The regional tier system has put cash flow pressure on businesses that are already struggling, particularly in retail and hospitality. The new lockdown measures have forced many businesses to close once again and the outlook is uncertain for how and when they can reopen, particularly in the areas which may continue to face more stringent restrictions.This will undoubtedly impact Christmas trading. The end of the Brexit transition period in six weeks is also likely to place additional pressure and costs on companies that trade with the EU.
Oliver Collinge, Director at PKF Geoffrey Martin & Co said:
“The latest insolvency figures may appear counterintuitive to many given we're in the middle of a pandemic, but they are a result of the huge effort made by government to support businesses through the two lockdowns and we expect the trend to reverse sharply in 2021. As government life support is withdrawn, we anticipate a spike in company distress, particularly in hospitality, leisure and retail. Many normally successful firms are experiencing financial pressure and companies which rely on Christmas trade will also be at particular risk.”
“The government’s interventions and the general climate of leniency from HMRC, suppliers and lenders will begin to recede in the new year, but proactive planning and actions at this stage can prevent a challenging situation from developing into a critical one. Relying on existing cash reserves in the hope that things will return to normal soon is a high-risk strategy.”

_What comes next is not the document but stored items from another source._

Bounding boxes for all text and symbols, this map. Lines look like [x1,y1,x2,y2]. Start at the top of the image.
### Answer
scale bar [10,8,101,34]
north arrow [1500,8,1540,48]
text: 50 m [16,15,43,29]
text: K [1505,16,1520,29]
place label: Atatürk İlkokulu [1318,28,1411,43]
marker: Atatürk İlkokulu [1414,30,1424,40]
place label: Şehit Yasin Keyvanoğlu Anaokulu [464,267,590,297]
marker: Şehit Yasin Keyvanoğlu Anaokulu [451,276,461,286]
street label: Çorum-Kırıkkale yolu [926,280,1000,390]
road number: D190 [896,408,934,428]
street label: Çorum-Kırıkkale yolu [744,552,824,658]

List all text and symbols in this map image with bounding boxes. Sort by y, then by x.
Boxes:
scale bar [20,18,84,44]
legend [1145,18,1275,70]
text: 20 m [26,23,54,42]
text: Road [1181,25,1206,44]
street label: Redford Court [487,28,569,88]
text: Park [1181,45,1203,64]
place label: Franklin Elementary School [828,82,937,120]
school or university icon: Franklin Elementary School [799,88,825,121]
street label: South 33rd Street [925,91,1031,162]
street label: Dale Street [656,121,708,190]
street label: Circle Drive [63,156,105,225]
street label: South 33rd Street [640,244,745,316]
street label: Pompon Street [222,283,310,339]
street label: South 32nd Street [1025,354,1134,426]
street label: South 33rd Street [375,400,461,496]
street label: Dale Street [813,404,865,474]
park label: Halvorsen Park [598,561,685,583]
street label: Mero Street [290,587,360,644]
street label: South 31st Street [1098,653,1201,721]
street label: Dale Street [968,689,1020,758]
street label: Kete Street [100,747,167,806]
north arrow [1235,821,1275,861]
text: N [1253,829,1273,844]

Businesses are advised not to bury their heads in the sand and instead seek help from professionals. By planning for a variety of scenarios including extended Covid restrictions, planning for the Brexit transition, preparing realistic trading forecasts and having up-front conversations with suppliers, landlords and lenders, firms will be better placed to navigate the challenging months ahead.

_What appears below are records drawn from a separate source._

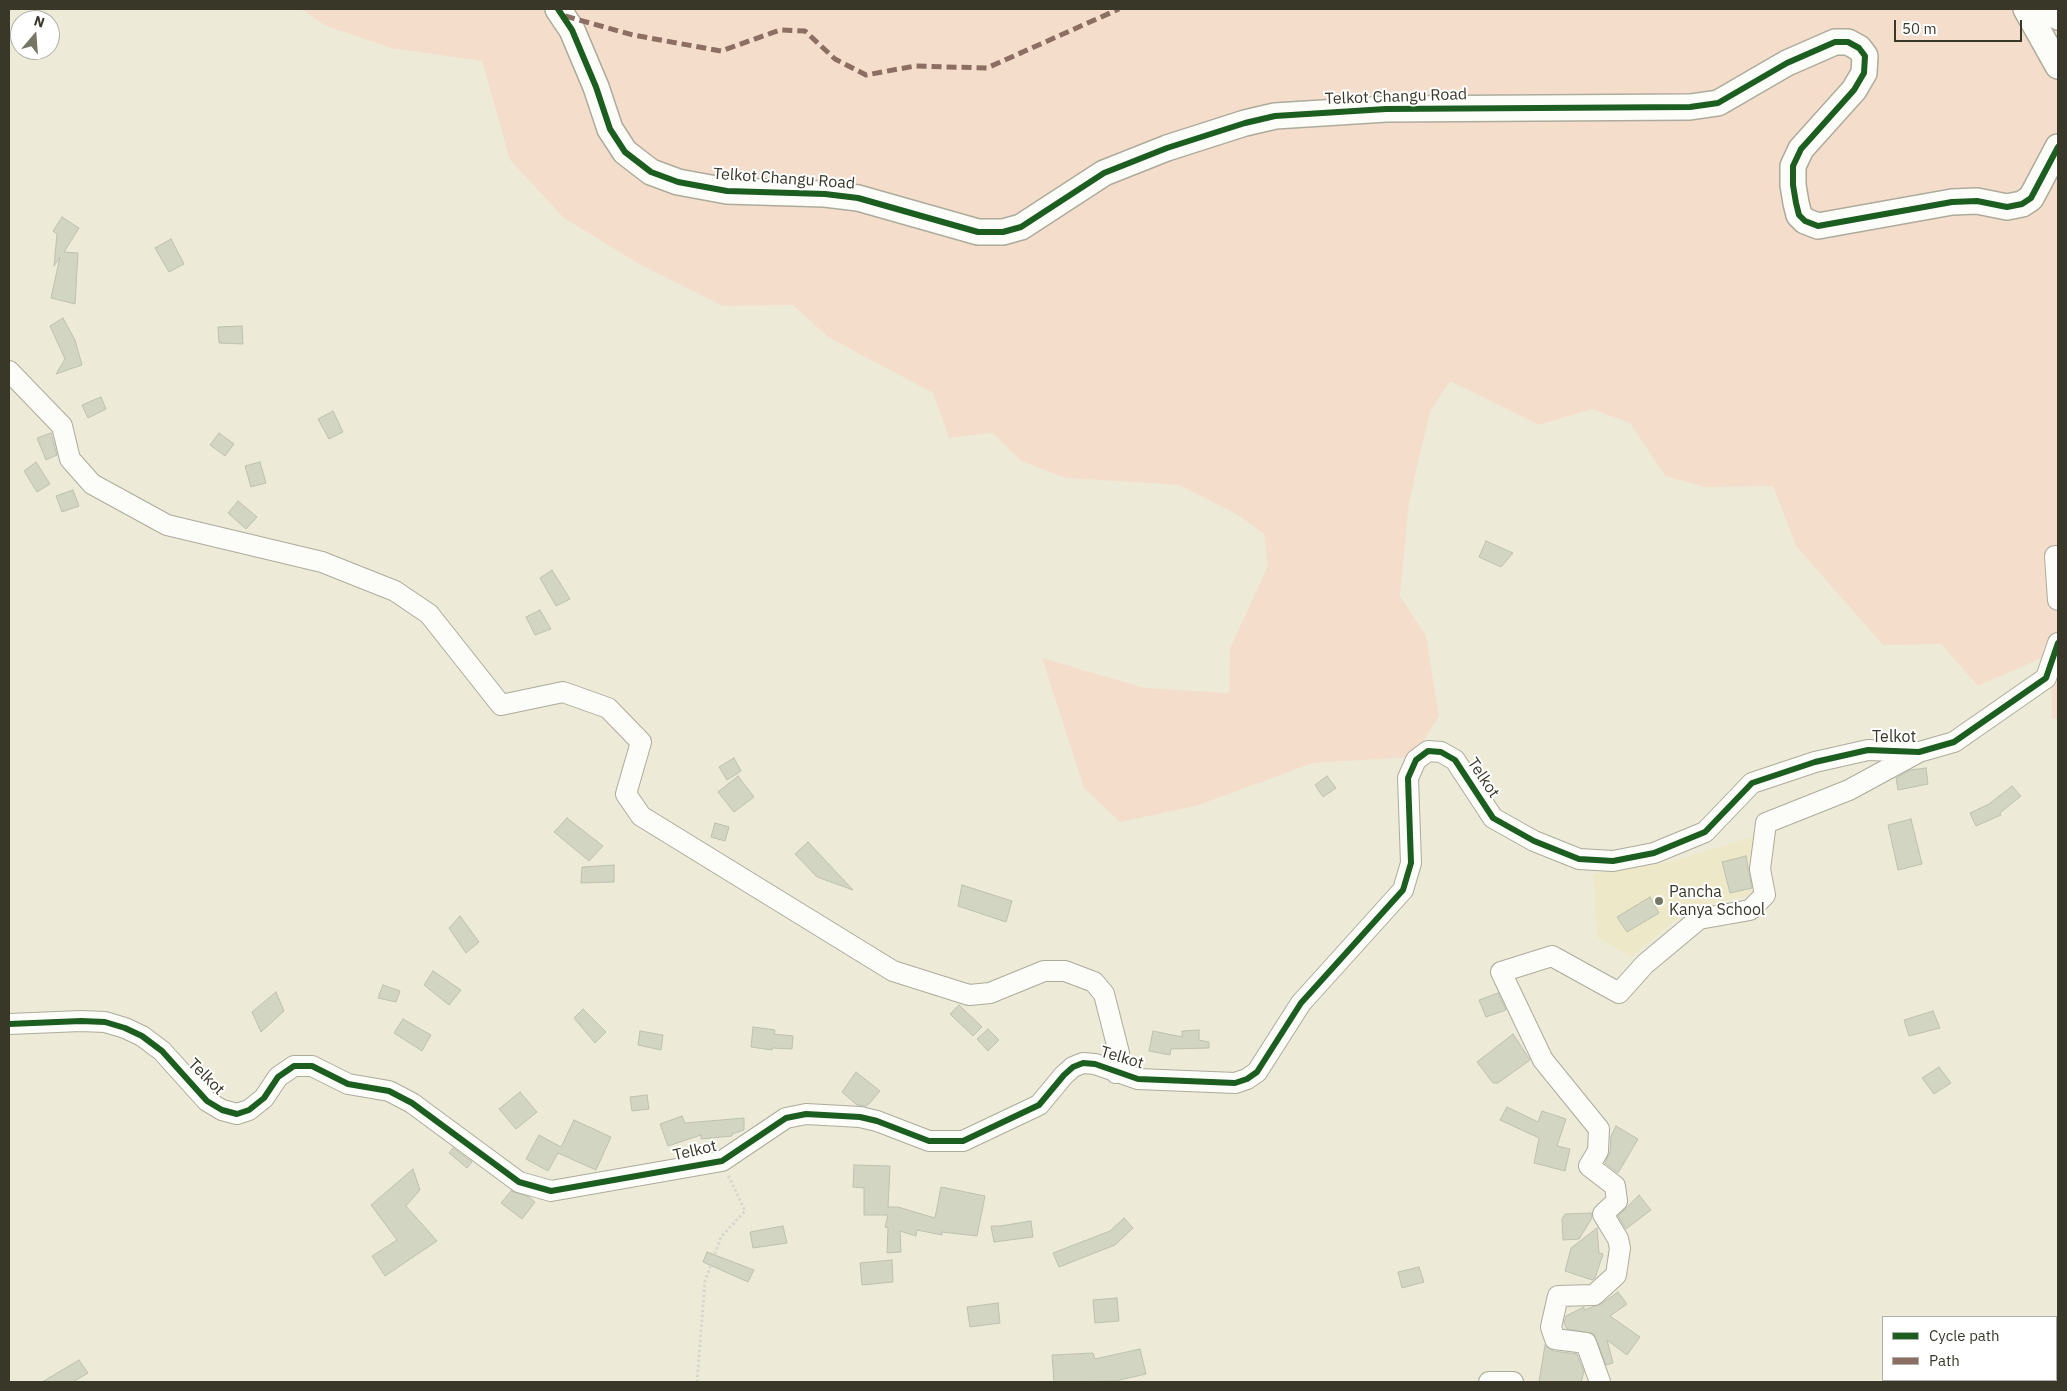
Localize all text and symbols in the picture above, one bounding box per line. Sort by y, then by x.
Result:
north arrow [10,10,60,60]
scale bar [1897,10,2024,42]
text: N [32,12,47,32]
text: 50 m [1902,19,1937,38]
street label: Telkot Changu Road [1324,85,1468,109]
street label: Telkot Changu Road [712,164,856,194]
street label: Telkot [1872,727,1916,747]
street label: Telkot [1463,754,1503,802]
place label: Pancha Kanya School [1669,882,1765,920]
marker: Pancha Kanya School [1653,895,1665,907]
street label: Telkot [1098,1043,1146,1073]
street label: Telkot [184,1055,228,1099]
street label: Telkot [671,1137,719,1165]
legend [1882,1316,2057,1381]
text: Cycle path [1929,1326,2000,1345]
text: Path [1929,1351,1960,1370]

For some businesses, when the furlough scheme comes to an end, a reduction in headcount will be unavoidable. Quite apart from the emotional challenges of making redundancies, in many cases there’s also a large cash flow impact. If redundancies are necessary, businesses may be able to claim financial assistance from the Redundancy Payments Service (part of DBEIS) to help pay for them.
Oliver Collinge added:
“It's undoubtedly tough out there for many businesses.. However, there are a wide variety of options and support available to businesses; don’t leave it too late to explore them. Having a restructuring professional guide you through the process can be invaluable in getting the best outcome and will also help you understand and mitigate your risk as a director.”